HARD CHOICES IN RUSSIA AS THE FINAL HIV GRANT PROPOSAL IS SUBMITTED
Author:
Tinatin Zardiashvili and Lauren Gelfand
Article Type:Article Number: 2
Stakeholders grappling with priorities: services or advocacy?
ABSTRACT Hard choices accompanied the submission of Russia's first HIV concept note under the NGO rule: should the priority be service delivery (including harm reduction and prevention services) or advocacy to change restrictive policies on harm reduction? Country dialogue exposed the fault lines between the two camps as the clock winds down on Russia's time as a Global Fund recipient.
The concept noteĀ delivered on 8 SeptemberĀ for Russia’s last HIV grant from the Global Fund was a perfect illustration of the conundrum facing a growing number of Eastern European/Central Asian countries: how to do more with less to fight a widening HIV epidemic.
As more countries from the region ‘graduate’ from Global Fund eligibility due to their income classification, the funds that they could once count on to support prevention, harm reduction and other programs targeting vulnerable populations are disappearing. And there is little evidence that most national budgets are prepared or able to fill the vacuum.
In Russia, the situation is complicated by the decision by government to dismantle the country coordination mechanism and to restrict operations by foreign non-governmental organizations. The application of the NGO rule by the Global Fund is a way to operate within these restricted parameters, but the $11.9 million allocated for HIV through 2017 will represent the last-ever Global Fund grant to the country — even as HIV infection rates continue to rise.
All-too-aware of the implications of this scenario, Russian NGOs set themselves to work, holding a country dialogue session on the margins of the May 2014 EECA AIDS conference. Despite the decision to boycott the conference by a number of NGOs, more than 100 representatives of local organizations attended the country dialogue session in order to prioritize the most cost-effective and highest-impact interventions and activities.
Those who attended the meeting told Aidspan that there were two distinct camps stumping for two different sets of priorities: those who considered it critical to maintain the level of service delivery, including treatment of those infected and the provision of harm reduction materials such as safe needle and condom distribution, and those who wanted to invest in advocacy to try and change national policies on harm reduction and prevention.
The decision to shift the emphasis away from service delivery towards advocacy followed a candid and lengthy discussion about the effectiveness of past programs. Many of those who participated in the country dialogue, including principal recipient Open Health Institute, avowed that needle exchange programs, counselling and other activities carried out since 2006 did not quite have the impact they had hoped for. And with a declining budget, it was perhaps time to try something innovative: a new program that combined service delivery with advocacy campaigns to overcome legal barriers to wider, government-supported harm reduction.
Those in the other camp lined up behind the non-profit partnership known as Esvero: a group responsible for doing the harm reduction activities since 2006. Ā If services targeting people who inject drugs are suspended, the group argued, the risk of increased transmission of HIV is even higher.
How Russian implementers adapt their programming to the constrained resource environment should serve as a model for other countries. It also provides a window of opportunity to develop a credible and comprehensive evidence base for future operations: something that was at the heart of the concept note submitted by the Russian NGOs in early September.
As donors draw down their assistance in the region, public health leaders need to create effective, and cost-efficient models that are sustainable beyond the three- to four-year lifespan of donor-assisted projects. This places a greater financial and operational burden on governments — but also gives them the time to do it, and to develop and nurture collaborations with NGOs to assist in carrying out work at the community level.

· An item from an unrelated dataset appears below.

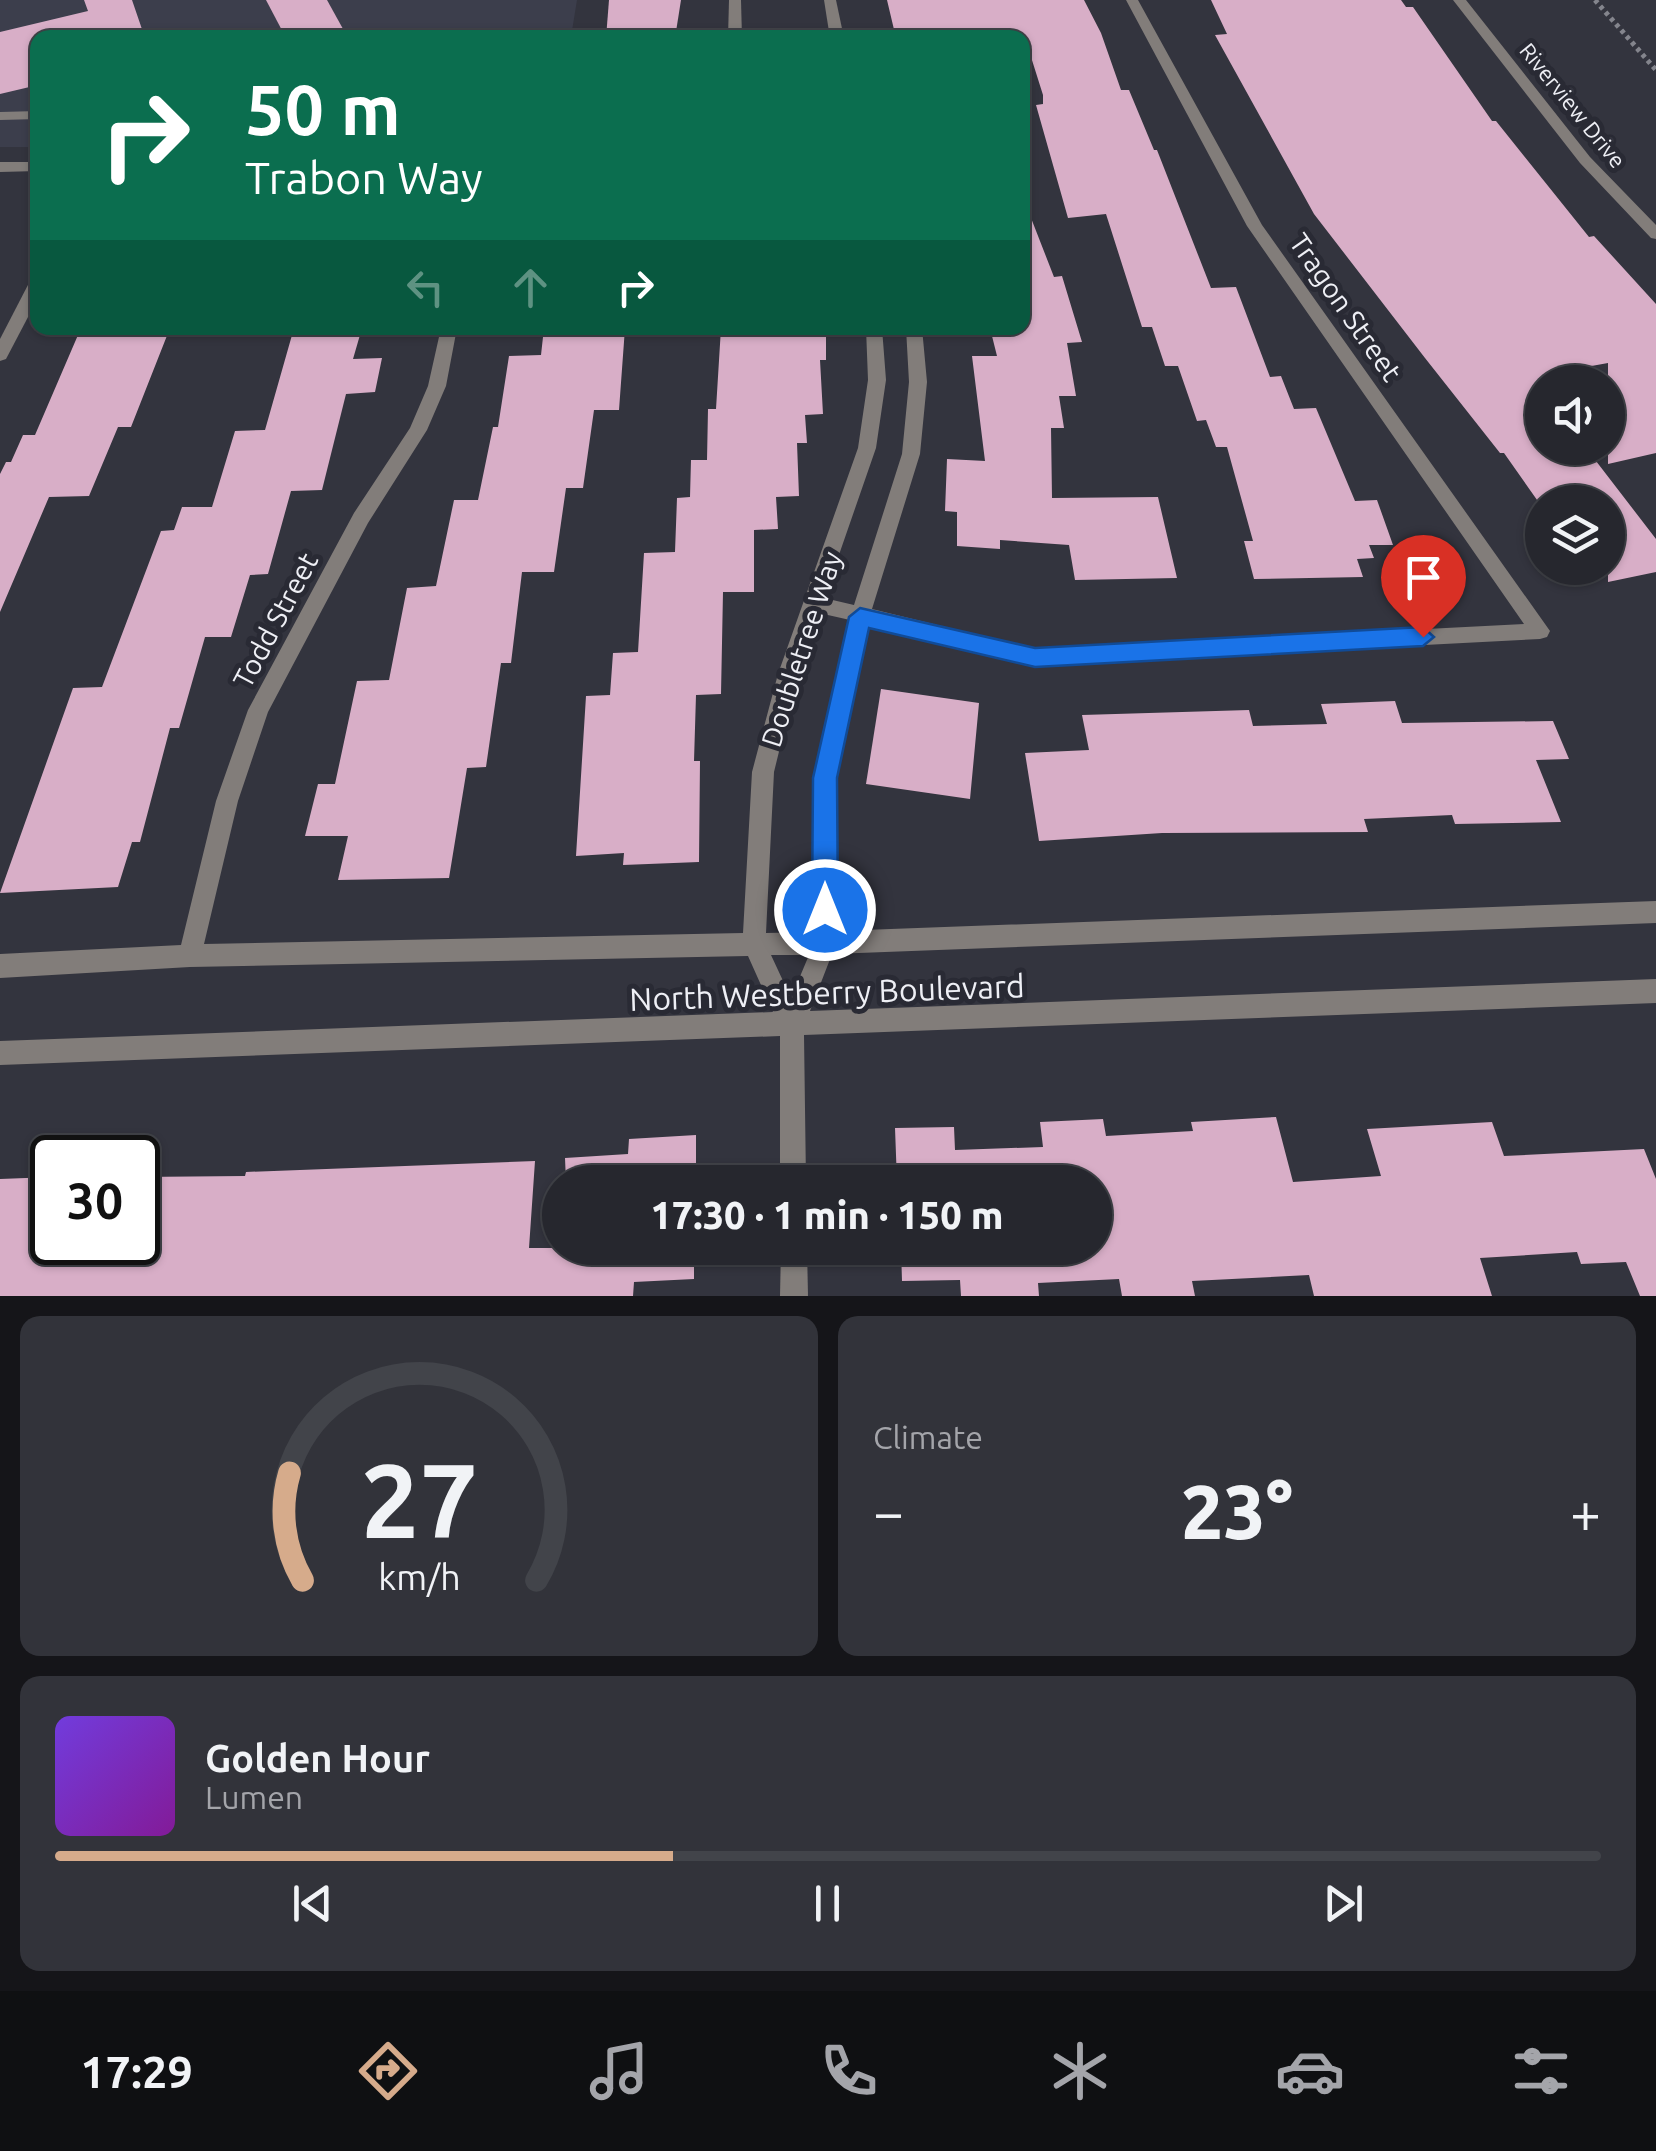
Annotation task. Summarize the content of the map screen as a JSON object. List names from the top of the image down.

According to OHI, this will also give community organizations the tools they need to empower key populations to, in the future, protect their own rights — to transform from beneficiaries into partners.
But Esvero’s executive director Pavel Aksenov, considers this to be a risky choice, this trading of services for advocacy and the possibility that no matter how much time, energy and money are invested in transforming the policy environment, there could be insurmountable opposition from the state, never a great friend to junkies. And then the trade-offs will have come with a heavy price: a failure to stem the epidemic and a yawning gap that there is no one to close.
Nailya Vinongradova, of OHI, is aware of the risks of doing something different — but she is also aware of the risks that accompany a less-than-effective status quo. All eyes will now be on Russia to see if the trade-off was the right one.